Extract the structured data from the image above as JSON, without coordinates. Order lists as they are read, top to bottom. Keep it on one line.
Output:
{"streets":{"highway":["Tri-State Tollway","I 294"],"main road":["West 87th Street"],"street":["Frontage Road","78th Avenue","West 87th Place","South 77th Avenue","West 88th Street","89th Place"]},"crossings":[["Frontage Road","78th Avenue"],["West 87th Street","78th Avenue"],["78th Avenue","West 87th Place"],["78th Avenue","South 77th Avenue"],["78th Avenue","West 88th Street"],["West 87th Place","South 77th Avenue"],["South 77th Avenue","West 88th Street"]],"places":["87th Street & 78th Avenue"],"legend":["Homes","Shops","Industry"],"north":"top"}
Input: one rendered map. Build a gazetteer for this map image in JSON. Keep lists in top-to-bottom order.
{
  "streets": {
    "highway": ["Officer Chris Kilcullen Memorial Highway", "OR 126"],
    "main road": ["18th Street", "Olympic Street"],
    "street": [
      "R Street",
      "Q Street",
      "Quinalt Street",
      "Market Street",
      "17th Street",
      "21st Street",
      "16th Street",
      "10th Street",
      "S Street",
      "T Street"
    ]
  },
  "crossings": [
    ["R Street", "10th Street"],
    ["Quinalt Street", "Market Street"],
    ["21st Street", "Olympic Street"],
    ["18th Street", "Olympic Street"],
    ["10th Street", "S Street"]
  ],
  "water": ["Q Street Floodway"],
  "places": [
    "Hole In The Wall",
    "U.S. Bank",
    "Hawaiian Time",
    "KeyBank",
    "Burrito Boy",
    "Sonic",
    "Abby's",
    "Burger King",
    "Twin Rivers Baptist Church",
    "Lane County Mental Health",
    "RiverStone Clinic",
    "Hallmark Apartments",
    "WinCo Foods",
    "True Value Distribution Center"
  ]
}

PROBLEM REQUIREMENTS: All the lines above must appear again in the answer, word for word.

SOLUTION TO THIS EXERCISE:
Extract the structured data from the image above as JSON, without coordinates. Order lists as they are read, top to bottom. Keep it on one line.
Output:
{"streets":{"highway":["Tri-State Tollway","I 294"],"main road":["West 87th Street"],"street":["Frontage Road","78th Avenue","West 87th Place","South 77th Avenue","West 88th Street","89th Place"]},"crossings":[["Frontage Road","78th Avenue"],["West 87th Street","78th Avenue"],["78th Avenue","West 87th Place"],["78th Avenue","South 77th Avenue"],["78th Avenue","West 88th Street"],["West 87th Place","South 77th Avenue"],["South 77th Avenue","West 88th Street"]],"places":["87th Street & 78th Avenue"],"legend":["Homes","Shops","Industry"],"north":"top"}
Input: one rendered map. Build a gazetteer for this map image in JSON. Keep lists in top-to-bottom order.
{
  "streets": {
    "highway": ["Officer Chris Kilcullen Memorial Highway", "OR 126"],
    "main road": ["18th Street", "Olympic Street"],
    "street": [
      "R Street",
      "Q Street",
      "Quinalt Street",
      "Market Street",
      "17th Street",
      "21st Street",
      "16th Street",
      "10th Street",
      "S Street",
      "T Street"
    ]
  },
  "crossings": [
    ["R Street", "10th Street"],
    ["Quinalt Street", "Market Street"],
    ["21st Street", "Olympic Street"],
    ["18th Street", "Olympic Street"],
    ["10th Street", "S Street"]
  ],
  "water": ["Q Street Floodway"],
  "places": [
    "Hole In The Wall",
    "U.S. Bank",
    "Hawaiian Time",
    "KeyBank",
    "Burrito Boy",
    "Sonic",
    "Abby's",
    "Burger King",
    "Twin Rivers Baptist Church",
    "Lane County Mental Health",
    "RiverStone Clinic",
    "Hallmark Apartments",
    "WinCo Foods",
    "True Value Distribution Center"
  ]
}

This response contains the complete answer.